Reasoning Models
DeepSeek R1, o3, QwQ — a new class of model that thinks before it speaks.
Throughout 2024-2025 a new category of model emerged that broke the old scaling laws. Instead of being made bigger, reasoning models were trained to think longer. The result: dramatic gains on math, code, and multi-step problems — sometimes 30+ percentage points over their base models.
Capability vs compute — and the regime shift with reasoning models
Old laws: more compute → smooth capability gains. New regime: training on RL with verifiable rewards unlocks step-changes.
What makes a reasoning model different
A reasoning model is post-trained with reinforcement learning on verifiable rewards. The training loop:
- Give the model a math/code problem with a known answer
- Let it generate a long chain of thought + final answer
- If the answer is correct, reward the chain
- Repeat for millions of problems
The model learns to search and verify within its own context window. It generates 5,000-30,000 tokens of "thinking" — backtracking, checking work, exploring alternatives — before emitting a final answer.

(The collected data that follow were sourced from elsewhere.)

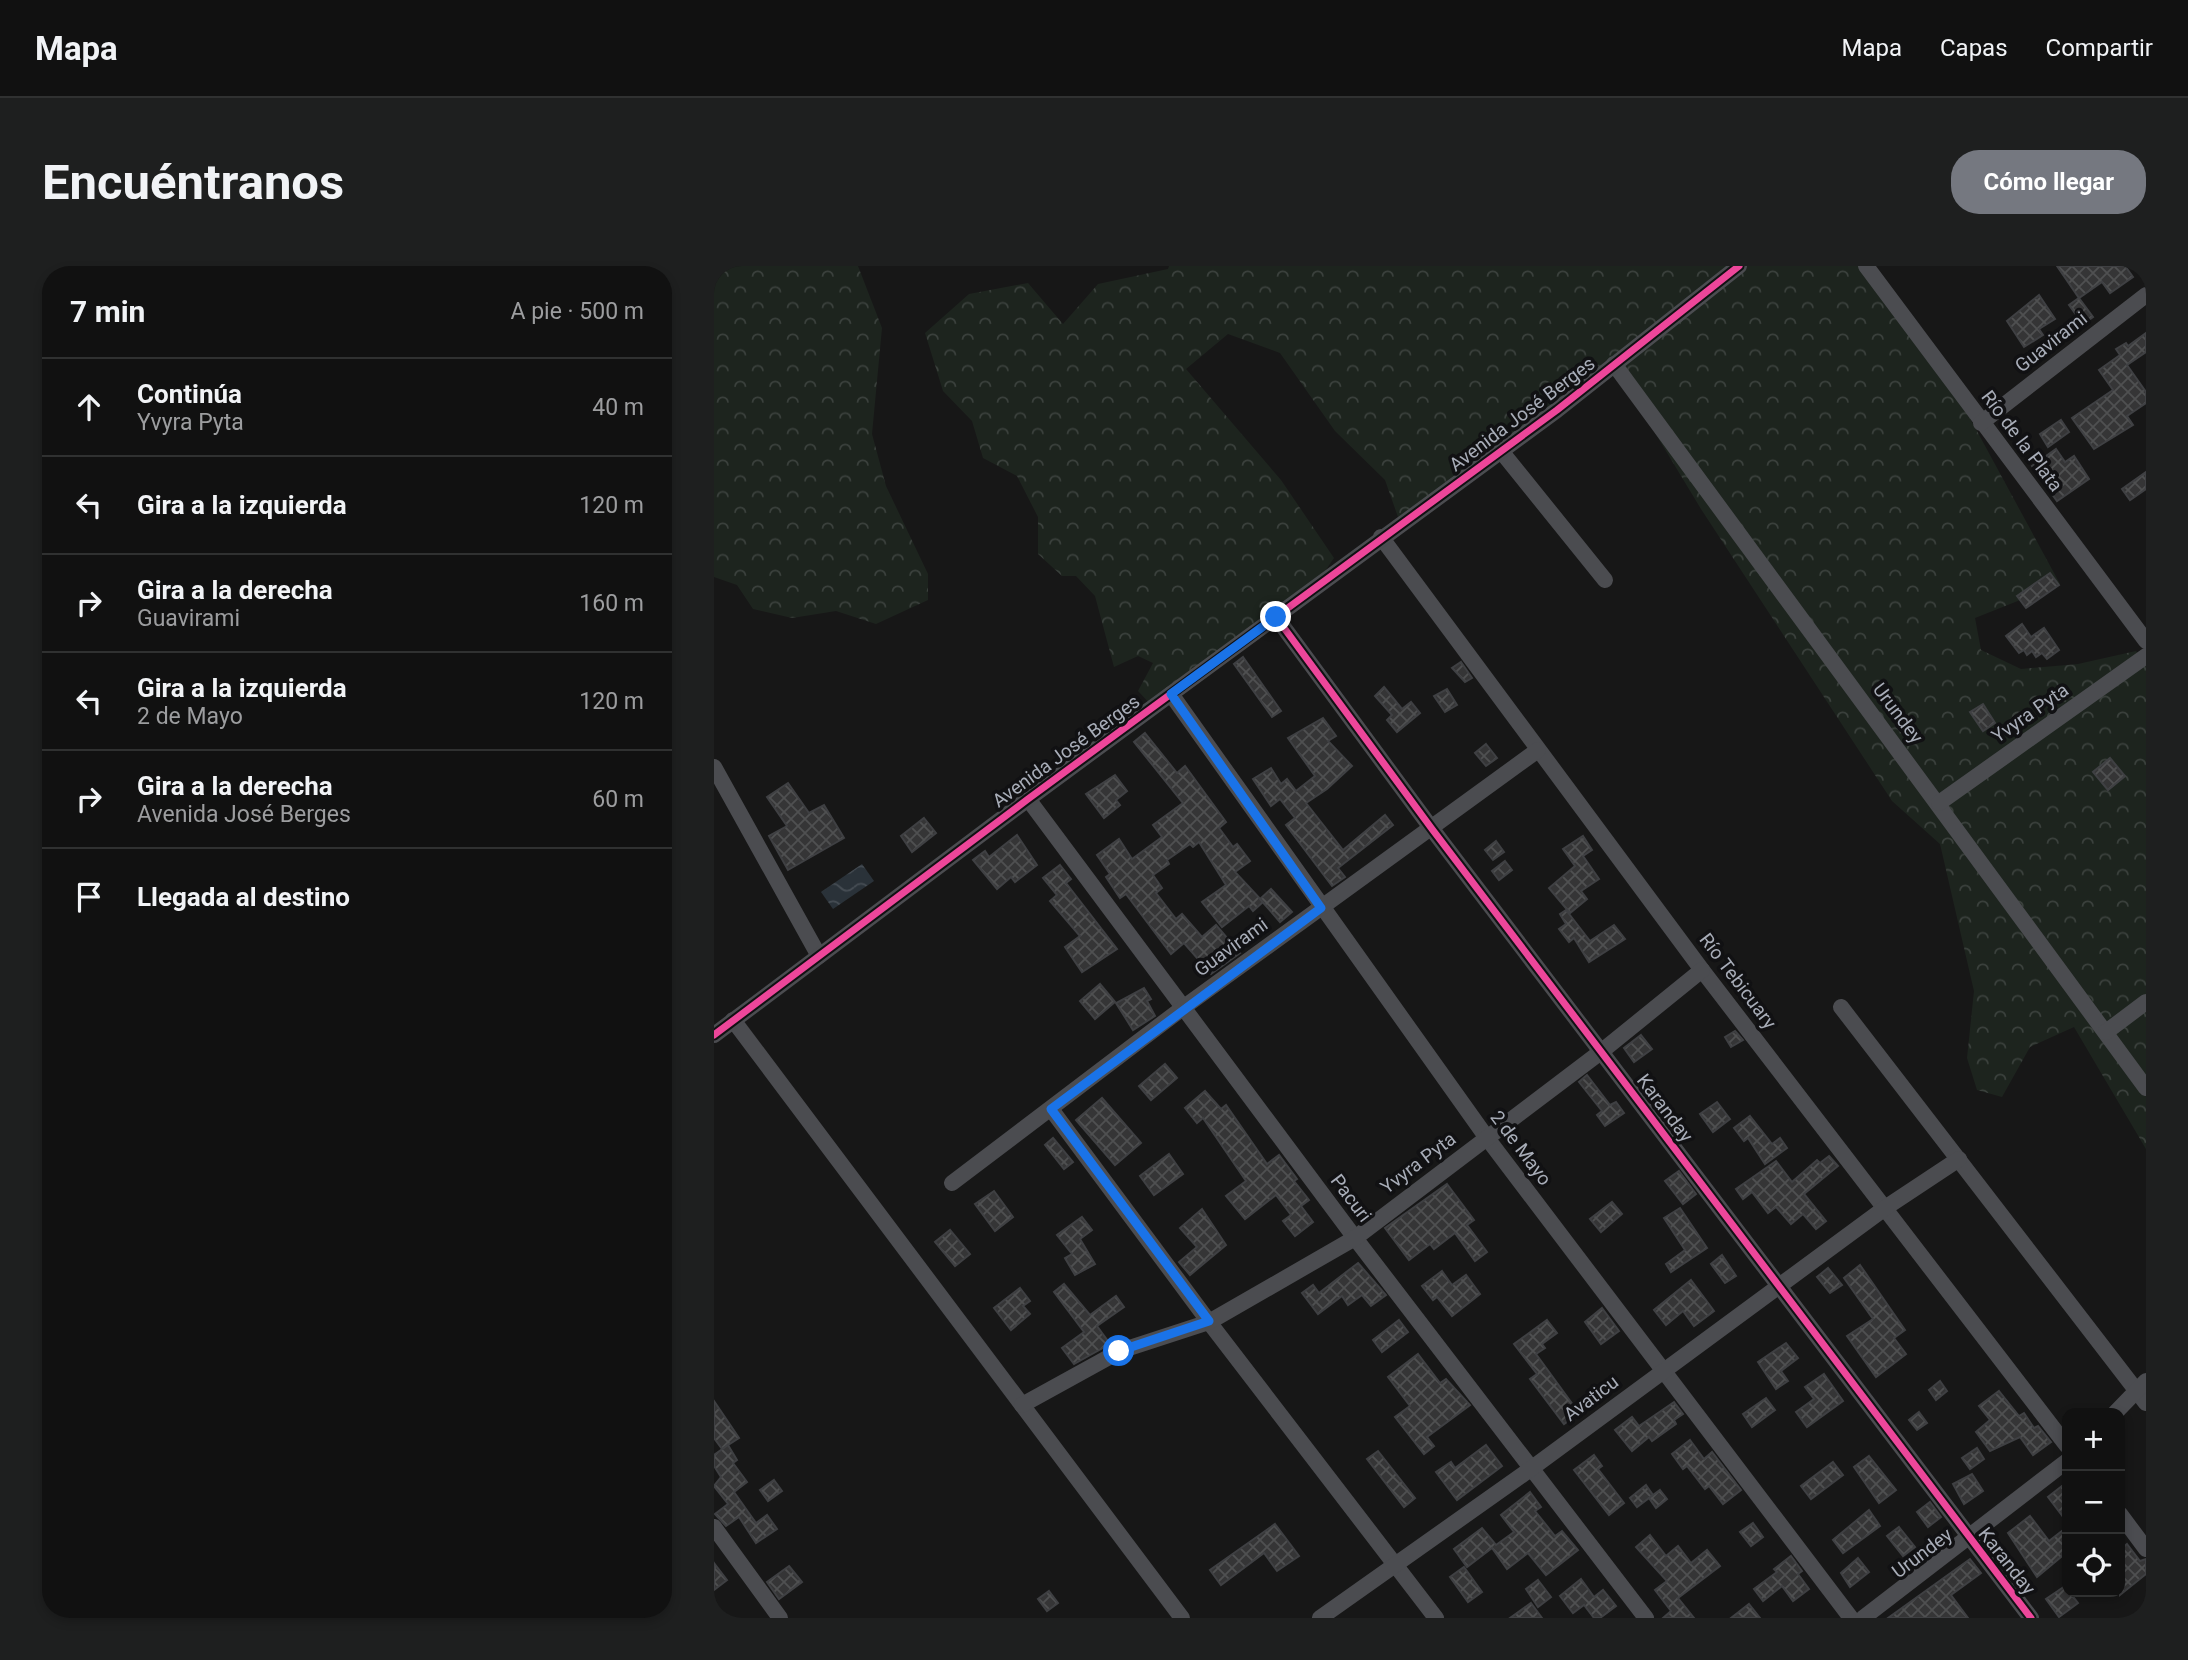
<!DOCTYPE html>
<html lang="es">
<meta charset="utf-8">
<style>
body{margin:0;font-family:Roboto,sans-serif;background:#1e1f1f;color:#f1f3f6}
.controls{position:absolute;right:21px;bottom:21px;display:grid;overflow:hidden;border-radius:14px;box-shadow:0 4px 10px #0003}
.controls button{width:63px;height:63px;display:grid;place-items:center;padding:0;border:0;border-bottom:2px solid #303131;background:#111;color:#f1f3f6;font:35px sans-serif}
.stop{position:absolute;width:21px;height:21px;margin:-16px;border:5px solid #1a73e8;border-radius:50%;background:#fff}
.stop.end{background:#1a73e8;border-color:#fff;box-shadow:0 2px 7px #0008}
.list{margin:0;padding:0;list-style:none}
h2{display:flex;justify-content:space-between;align-items:center;height:91px;margin:0;padding:0 28px;font-size:30px}
h2 small{font-size:23px;font-weight:400;color:#9c9d9f}
.list li{display:grid;grid-template-columns:46px 1fr auto;gap:21px;align-items:center;box-sizing:border-box;height:98px;padding:0 28px;border-top:2px solid #303131}
.list b{display:block;font-size:26px;white-space:nowrap}
.list p{margin:0;font-size:23px;white-space:nowrap;color:#9c9d9f}
.list em{font-size:23px;font-style:normal;color:#9c9d9f}
.icon{flex:none;width:38px;height:38px;fill:none;stroke:currentColor;stroke-width:2;stroke-linecap:round;stroke-linejoin:round}
.map{position:relative;flex:none;width:1432px;height:1352px;overflow:hidden;border-radius:28px}
header{display:flex;align-items:center;gap:42px;box-sizing:border-box;height:98px;padding:0 35px;background:#111;border-bottom:2px solid #303131}
header strong{font-size:33px}
nav{display:flex;gap:38px;margin-inline-start:auto;font-size:24px}
.intro{display:flex;align-items:center;justify-content:space-between;box-sizing:border-box;height:168px;padding:0 42px}
h1{margin:0;font-size:49px}
.button{padding:18px 32px;border-radius:28px;background:#757880;color:#fff;font-size:24px;font-weight:700}
main{display:flex;gap:42px;padding:0 42px}
aside{flex:1;background:#111;border-radius:28px;box-shadow:0 4px 10px #0003}
.map>svg:first-child{display:block}
</style>
<header>
<strong>Mapa</strong>
<nav><a>Mapa</a><a>Capas</a><a>Compartir</a></nav>
</header>
<div class="intro"><h1>Encuéntranos</h1><a class="button">Cómo llegar</a></div>
<main>
<aside>
<h2>7 min<small>A pie · 500 m</small></h2>
<ul class="list">
<li><svg class="icon" aria-label="ahead" viewBox="0 0 24 24"><path d="M12 20V5M6 11l6-6 6 6"/></svg><div><b>Continúa</b><p>Yvyra Pyta</p></div><em>40 m</em></li>
<li><svg class="icon" aria-label="left" viewBox="0 0 24 24"><path d="M17 20v-9H6M10 6l-5 5 5 5"/></svg><div><b>Gira a la izquierda</b></div><em>120 m</em></li>
<li><svg class="icon" aria-label="right" viewBox="0 0 24 24"><path d="M7 20v-9h11M14 6l5 5-5 5"/></svg><div><b>Gira a la derecha</b><p>Guavirami</p></div><em>160 m</em></li>
<li><svg class="icon" aria-label="left" viewBox="0 0 24 24"><path d="M17 20v-9H6M10 6l-5 5 5 5"/></svg><div><b>Gira a la izquierda</b><p>2 de Mayo</p></div><em>120 m</em></li>
<li><svg class="icon" aria-label="right" viewBox="0 0 24 24"><path d="M7 20v-9h11M14 6l5 5-5 5"/></svg><div><b>Gira a la derecha</b><p>Avenida José Berges</p></div><em>60 m</em></li>
<li><svg class="icon" aria-label="arrive" viewBox="0 0 24 24"><path d="M6 21V4h12l-3 4 3 4H6"/></svg><div><b>Llegada al destino</b></div></li>
</ul>
</aside>
<div class="map">
<svg width="1432" height="1352" viewBox="0 0 1432 1352">
<defs>
<pattern id="forest-crowns" width="20" height="18" patternUnits="userSpaceOnUse" patternTransform="scale(1.75)"><rect width="20" height="18" fill="#1d241e"/><path d="M2 6a3 3 0 1 1 6 0M12 15a3 3 0 1 1 6 0" fill="none" stroke="#3b413d"/></pattern>
<pattern id="water-waves" width="16" height="10" patternUnits="userSpaceOnUse" patternTransform="scale(1.75)"><rect width="16" height="10" fill="#2a3239"/><path d="M0 5q4-4 8 0t8 0" fill="none" stroke="#464d54"/></pattern>
<pattern id="building-cross-hatch" width="8" height="8" patternUnits="userSpaceOnUse" patternTransform="scale(1.75)"><rect width="8" height="8" fill="#353536"/><path d="M0 0l8 8M0 8l8-8" fill="none" stroke="#4f5051"/></pattern>
</defs>
<rect width="100%" height="100%" fill="#171717"/>
<g fill="url(#forest-crowns)">
<path d="M0 0H144L168 62 158 168 172 220 214 308V334L162 358 122 345 78 352 39 343 23 319 0 311Z"/>
<path d="M455 0H1152L1232 108 1346 318 1261 352 1267 384 1307 403 1364 398 1422 385 1432 399V883L1360 761 1316 781 1288 831 1263 824 1253 792 1260 725 1226 578 1178 535 987 243 900 99 684 251 671 214 621 165 566 87 514 68 472 103 567 214 620 292 611 305 440 442 424 425 439 397 424 390 400 401 381 330 362 310H348L324 288V251L303 210 269 192 258 155 229 125 211 67 255 28 314 17 349 58 384 18 454 3Z"/>
</g>
<path fill="url(#water-waves)" d="M148 598 160 615 119 643 107 626Z"/>
<g fill="url(#building-cross-hatch)" stroke="#3f4043" stroke-width="2">
<path d="M1343 0H1411L1419 11 1396 27 1388 16 1365 32Z"/>
<path d="M1325 29 1341 53 1325 63 1329 69 1310 81 1293 55Z"/>
<path d="M1365 32 1379 51 1369 58 1355 39Z"/>
<path d="M1432 67V86L1413 99 1432 126V137L1413 150 1419 159 1380 183 1358 152 1399 124 1385 104 1406 89 1402 83 1412 77 1414 80Z"/>
<path d="M1347 154 1355 166 1334 181 1326 168Z"/>
<path d="M1342 183 1351 196 1360 190 1375 213 1343 235 1318 200Z"/>
<path d="M1432 206V223L1416 234 1408 223Z"/>
<path d="M1336 307 1345 319 1312 342 1303 330Z"/>
<path d="M1308 358 1317 371 1330 362 1345 384 1333 393 1328 387 1322 391 1318 385 1313 389 1310 384 1305 387 1292 370Z"/>
<path d="M529 391 567 445 558 451 520 398Z"/>
<path d="M747 396 758 412 751 416 738 402Z"/>
<path d="M670 421 688 443 697 436 706 447 683 466 673 454 678 449 661 430Z"/>
<path d="M733 423 743 439 731 446 720 430Z"/>
<path d="M1269 438 1281 457 1269 465 1256 446Z"/>
<path d="M609 452 622 470 614 475 638 500 613 523 592 537 629 584 671 549 679 559 624 602 631 611 618 620 572 559 581 552 566 533 557 540 539 513 557 502 567 518 573 513 582 525 601 510 574 472Z"/>
<path d="M431 467 463 507 471 500 512 556 505 562 519 581 523 578 536 595 521 606 549 636 539 645 535 640 508 661 488 636 512 619 485 576 479 581 476 578 453 594 455 598 439 609 448 622 442 627 462 653 468 648 488 671 502 659 526 687 497 708 470 677 457 688 412 628 406 632 392 611 396 608 383 589 405 573 418 593 448 571 439 559 469 537 420 476Z"/>
<path d="M772 478 783 492 772 500 761 487Z"/>
<path d="M1396 492 1411 510 1394 524 1379 506Z"/>
<path d="M401 509 413 525 402 534 406 539 390 552 372 528Z"/>
<path d="M74 517 95 547 110 539 130 572 74 604 55 570 73 560 53 531Z"/>
<path d="M210 552 222 567 198 586 187 570Z"/>
<path d="M303 569 323 599 301 616 297 611 283 623 259 594 271 585 275 591Z"/>
<path d="M869 570 878 584 869 590 885 613 867 625 873 633 856 647 835 622 861 600 849 583Z"/>
<path d="M782 575 790 586 779 594 771 584Z"/>
<path d="M791 595 798 604 785 614 778 605Z"/>
<path d="M346 599 357 613 352 617 403 683 368 706 351 681 366 670 336 635 343 629 329 612Z"/>
<path d="M557 623 578 646 566 656 546 633Z"/>
<path d="M852 644 876 675 900 659 911 673 875 696 860 672 855 676 845 663 852 658 846 648Z"/>
<path d="M386 718 401 736 381 753 366 735Z"/>
<path d="M430 722 437 733 433 735 441 750 419 764 402 737Z"/>
<path d="M1021 765 1029 774 1017 781 1011 771Z"/>
<path d="M927 769 938 783 920 796 910 782Z"/>
<path d="M451 798 463 812 437 834 425 820Z"/>
<path d="M873 809 896 839 902 836 910 847 891 860 883 849 888 845 865 816Z"/>
<path d="M491 825 507 843 512 839 553 898 565 889 583 913 580 915 595 934 587 940 599 956 581 970 569 955 577 949 562 929 531 953 512 930 532 915 489 852 483 857 471 842Z"/>
<path d="M388 832 427 877 401 899 362 854Z"/>
<path d="M1003 836 1016 853 999 866 986 848Z"/>
<path d="M1036 850 1058 878 1066 872 1073 882 1051 898 1034 872 1030 875 1020 862Z"/>
<path d="M339 872 359 896 350 903 331 879Z"/>
<path d="M455 888 469 908 440 929 426 910Z"/>
<path d="M1115 890 1124 900 1090 928 1112 955 1102 963 1089 948 1077 958 1062 941 1054 947 1038 926 1029 933 1022 923 1062 895 1078 916 1103 894 1106 897Z"/>
<path d="M965 905 982 928 969 938 951 915Z"/>
<path d="M733 918 760 954 753 959 773 986 761 995 741 967 720 983 716 978 695 994 671 962Z"/>
<path d="M280 925 299 951 281 965 261 938Z"/>
<path d="M898 936 908 948 887 966 876 953Z"/>
<path d="M966 942 993 982 957 1006 952 998 971 984 950 952Z"/>
<path d="M488 943 512 979 476 1009 465 996 483 981 466 962Z"/>
<path d="M368 951 378 964 366 973 381 998 361 1009 351 992 358 988 343 969Z"/>
<path d="M236 964 256 988 241 1000 221 976Z"/>
<path d="M1008 989 1022 1010 1011 1017 997 998Z"/>
<path d="M644 997 672 1029 657 1040 648 1029 634 1039 628 1030 604 1048 588 1027 599 1019 605 1027Z"/>
<path d="M1146 999 1191 1064 1180 1072 1192 1088 1162 1111 1133 1070 1159 1053 1130 1012Z"/>
<path d="M1114 1002 1128 1019 1116 1027 1103 1011Z"/>
<path d="M728 1005 738 1019 752 1009 766 1028 738 1050 723 1031 719 1034 708 1020Z"/>
<path d="M977 1014 1000 1045 980 1060 969 1045 952 1059 940 1044Z"/>
<path d="M350 1018 376 1049 402 1030 410 1041 383 1060 396 1078 360 1098 348 1082 370 1066 340 1026Z"/>
<path d="M306 1022 316 1035 309 1040 316 1048 297 1064 280 1042Z"/>
<path d="M888 1042 905 1065 887 1078 871 1056Z"/>
<path d="M685 1054 694 1066 668 1086 659 1074Z"/>
<path d="M833 1054 843 1067 828 1078 831 1082 822 1088 865 1147 850 1158 816 1113 823 1108 800 1078Z"/>
<path d="M1072 1077 1084 1092 1067 1105 1074 1115 1062 1123 1044 1096Z"/>
<path d="M704 1088 726 1117 732 1113 756 1139 713 1171 720 1180 710 1188 681 1151 696 1140 674 1111Z"/>
<path d="M1110 1108 1129 1135 1093 1161 1082 1146 1100 1133 1091 1121Z"/>
<path d="M1226 1115 1233 1125 1222 1134 1215 1124Z"/>
<path d="M1285 1125 1305 1150 1310 1147 1320 1162 1324 1160 1337 1176 1319 1189 1306 1171 1276 1185 1262 1166 1276 1154 1265 1140Z"/>
<path d="M1052 1132 1061 1144 1038 1161 1029 1148Z"/>
<path d="M0 1135 25 1172 8 1183 0 1172Z"/>
<path d="M960 1136 969 1148 960 1154 962 1158 938 1175 935 1171 918 1185 901 1164 918 1151 925 1160Z"/>
<path d="M1205 1146 1213 1157 1203 1164 1195 1154Z"/>
<path d="M976 1174 990 1193 998 1186 1027 1224 1009 1238 995 1220 991 1223 973 1200 969 1203 958 1188Z"/>
<path d="M14 1179 23 1194 19 1197 33 1216 20 1226 42 1257 53 1249 63 1263 42 1277 25 1251 12 1260 1 1248 14 1238 0 1220 7 1211 0 1200V1189Z"/>
<path d="M772 1179 788 1200 743 1234 722 1206 737 1196 741 1202Z"/>
<path d="M1263 1182 1270 1193 1256 1203 1248 1192Z"/>
<path d="M664 1185 701 1232 690 1241 653 1193Z"/>
<path d="M880 1189 888 1200 884 1203 910 1237 895 1249 860 1204Z"/>
<path d="M1155 1190 1182 1224 1165 1237 1140 1201Z"/>
<path d="M1119 1196 1129 1209 1097 1233 1087 1220Z"/>
<path d="M1258 1208 1269 1225 1250 1238 1239 1218Z"/>
<path d="M60 1214 68 1225 54 1235 46 1224Z"/>
<path d="M1353 1216V1256L1334 1231Z"/>
<path d="M932 1219 939 1229 923 1241 916 1232Z"/>
<path d="M946 1224 953 1233 942 1242 935 1232Z"/>
<path d="M816 1226 827 1241 821 1245 841 1270 848 1265 864 1284 832 1309 814 1287 793 1303 778 1282 753 1301 740 1283 768 1262 782 1279 800 1266 787 1249Z"/>
<path d="M1216 1236 1227 1251 1214 1261 1203 1246Z"/>
<path d="M1155 1244 1166 1260 1129 1287 1119 1274Z"/>
<path d="M1316 1250 1335 1275 1353 1261V1286L1323 1311 1294 1267Z"/>
<path d="M1039 1257 1049 1271 1037 1280 1026 1266Z"/>
<path d="M561 1258 585 1290 563 1305 550 1287 507 1319 496 1304Z"/>
<path d="M1185 1261 1201 1281 1189 1290 1173 1270Z"/>
<path d="M936 1269 952 1290 964 1280 977 1297 993 1284 1006 1300 964 1332 980 1352H949L957 1345 941 1324 953 1315 922 1281Z"/>
<path d="M1413 1278 1426 1295 1432 1293V1308L1406 1329V1284Z"/>
<path d="M1077 1290 1088 1305 1084 1308 1095 1323 1079 1335 1068 1320 1049 1335 1040 1323 1063 1306 1060 1303Z"/>
<path d="M1144 1292 1155 1306 1136 1321 1127 1307Z"/>
<path d="M1256 1293 1267 1307 1237 1329 1254 1352H1174Z"/>
<path d="M0 1297 13 1314 0 1324Z"/>
<path d="M75 1300 88 1316 65 1333 53 1316Z"/>
<path d="M750 1301 768 1326 754 1336 736 1311Z"/>
<path d="M867 1313 880 1331 889 1324 902 1340 886 1352H880L870 1339 859 1347 846 1330Z"/>
<path d="M824 1314 837 1331 824 1341 812 1323Z"/>
<path d="M1351 1320 1364 1337 1345 1351 1332 1333Z"/>
<path d="M335 1325 344 1337 333 1345 324 1333Z"/>
<path d="M817 1337 828 1352H796Z"/>
<path d="M1035 1338 1046 1352H1017Z"/>
</g>
<g fill="none" stroke-linecap="round" stroke-linejoin="round">
<g stroke="#4b4c50" stroke-width="16">
<path d="M1152 0 1432 375"/>
<path d="M900 98 1432 822"/>
<path d="M1267 157 1432 29"/>
<path d="M787 185 891 314"/>
<path d="M667 271 988 704 1353 1180"/>
<path d="M562 351 718 563 1317 1352"/>
<path d="M457 428 773 872 1137 1352"/>
<path d="M0 501 105 690"/>
<path d="M314 533 641 972 932 1352"/>
<path d="M1225 537 1432 390"/>
<path d="M1127 741 1432 1137"/>
<path d="M19 754 468 1352"/>
<path d="M1392 766 1432 736"/>
<path d="M0 769 314 533 843 144 1025 0"/>
<path d="M337 843 495 1056 722 1352"/>
<path d="M238 917 470 741 824 484"/>
<path d="M308 1139 406 1085 495 1056 641 972 888 785 988 704"/>
<path d="M1401 1147 1432 1115"/>
<path d="M1406 1248 1432 1283"/>
<path d="M0 1261 66 1352"/>
<path d="M606 1352 818 1202 1171 942 1245 893"/>
<path d="M1149 1352 1353 1195"/>
</g>
<defs>
<g id="cycleway">
<path d="M562 351 718 563 1317 1352"/>
<path d="M0 769 314 533 843 144 1025 0"/>
</g>
</defs>
<use href="#cycleway" stroke="#111113" stroke-width="11"/>
<use href="#cycleway" stroke="#ed469a" stroke-width="7"/>
</g>
<g fill="none" stroke-linecap="round" stroke-linejoin="round">
<path stroke="#1a73e8" stroke-width="9" d="M405 1085 495 1055 337 843 607 642 457 428 562 351"/>
</g>
<g text-anchor="middle" dominant-baseline="central" stroke-width="7" stroke-linejoin="round" paint-order="stroke">
<g font-size="19" fill="#a8adb8" stroke="#111113">
<text transform="translate(1337 76) rotate(-38)">Guavirami</text>
<text transform="translate(808 148) rotate(-37)">Avenida José Berges</text>
<text transform="translate(1308 175) rotate(53)">Río de la Plata</text>
<text transform="translate(1184 447) rotate(53)">Urundey</text>
<text transform="translate(1316 447) rotate(-35)">Yvyra Pyta</text>
<text transform="translate(352 485) rotate(-36)">Avenida José Berges</text>
<text transform="translate(517 681) rotate(-36)">Guavirami</text>
<text transform="translate(1024 715) rotate(53)">Río Tebicuary</text>
<text transform="translate(951 842) rotate(53)">Karanday</text>
<text transform="translate(807 882) rotate(53)">2 de Mayo</text>
<text transform="translate(704 897) rotate(-37)">Yvyra Pyta</text>
<text transform="translate(637 932) rotate(53)">Pacuri</text>
<text transform="translate(877 1132) rotate(-37)">Avaticu</text>
<text transform="translate(1208 1287) rotate(-37)">Urundey</text>
<text transform="translate(1293 1295) rotate(52)">Karanday</text>
</g>
</g>
</svg>
<div class="controls">
<button>+</button>
<button>−</button>
<button><svg class="icon" aria-label="locate" viewBox="0 0 24 24"><circle cx="12" cy="12" r="6"/><path d="M12 2v4M12 18v4M2 12h4M18 12h4"/></svg></button>
</div>
<div class="stop" style="left:405px;top:1085px"></div>
<div class="stop end" style="left:562px;top:351px"></div>
</div>
</main>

The visible chain-of-thought
These models expose their reasoning. DeepSeek R1 emits a <think>...</think> block with its scratchwork before answering. o3 returns reasoning summaries via the API. QwQ does the same. You can watch the model reason.
Sometimes this is fascinating ("ah, I made an error, let me reconsider..."). Sometimes it's embarrassing ("the user is asking about X but I'll pretend to know..."). Either way, it's a new layer of observability.
When reasoning models win
They dominate when:
- The task has a verifiable answer (math, code, logic puzzles)
- Multi-step reasoning is required
- The problem can be decomposed
They tie or lose when:
- The task is creative writing
- Speed matters (they're 10-100× slower)
- The task is simple Q&A or summary
Cost and latency trade-offs
A reasoning model spends 5,000-30,000 tokens of internal thought. At $15/M tokens that's $0.45 per query. Compare to GPT-4.1 at $0.005 for the same query. Reasoning models are 70-100× more expensive per request.
Latency: 30-90 seconds typical for hard problems vs 2-5 seconds for standard models. Not a chat UX — more like an async tool you queue work for.
The major reasoning models in 2026
- OpenAI o3 — best overall, expensive ($60/M output). Multimodal.
- OpenAI o4-mini — 90% of o3 capability, 10% of the cost.
- DeepSeek R1 (0528 refresh) — open weights, free via OpenRouter, frontier-tier on math/code.
- Google Gemini 2.5 Pro Thinking — strong, generous free tier.
- Alibaba QwQ-32B — open weights, strong reasoning at small scale.
- Anthropic Claude 4 Opus (extended thinking) — toggle reasoning mode on Claude.
When to use them in production
Reasoning models go in your expensive lane: hard customer questions that need a real answer, code generation for non-trivial tasks, math/finance/science workflows. Use a routing classifier to send only the hard 10% of queries to a reasoning model; the easy 90% go to a fast cheap model.
The trick: spend reasoning model compute only where it matters.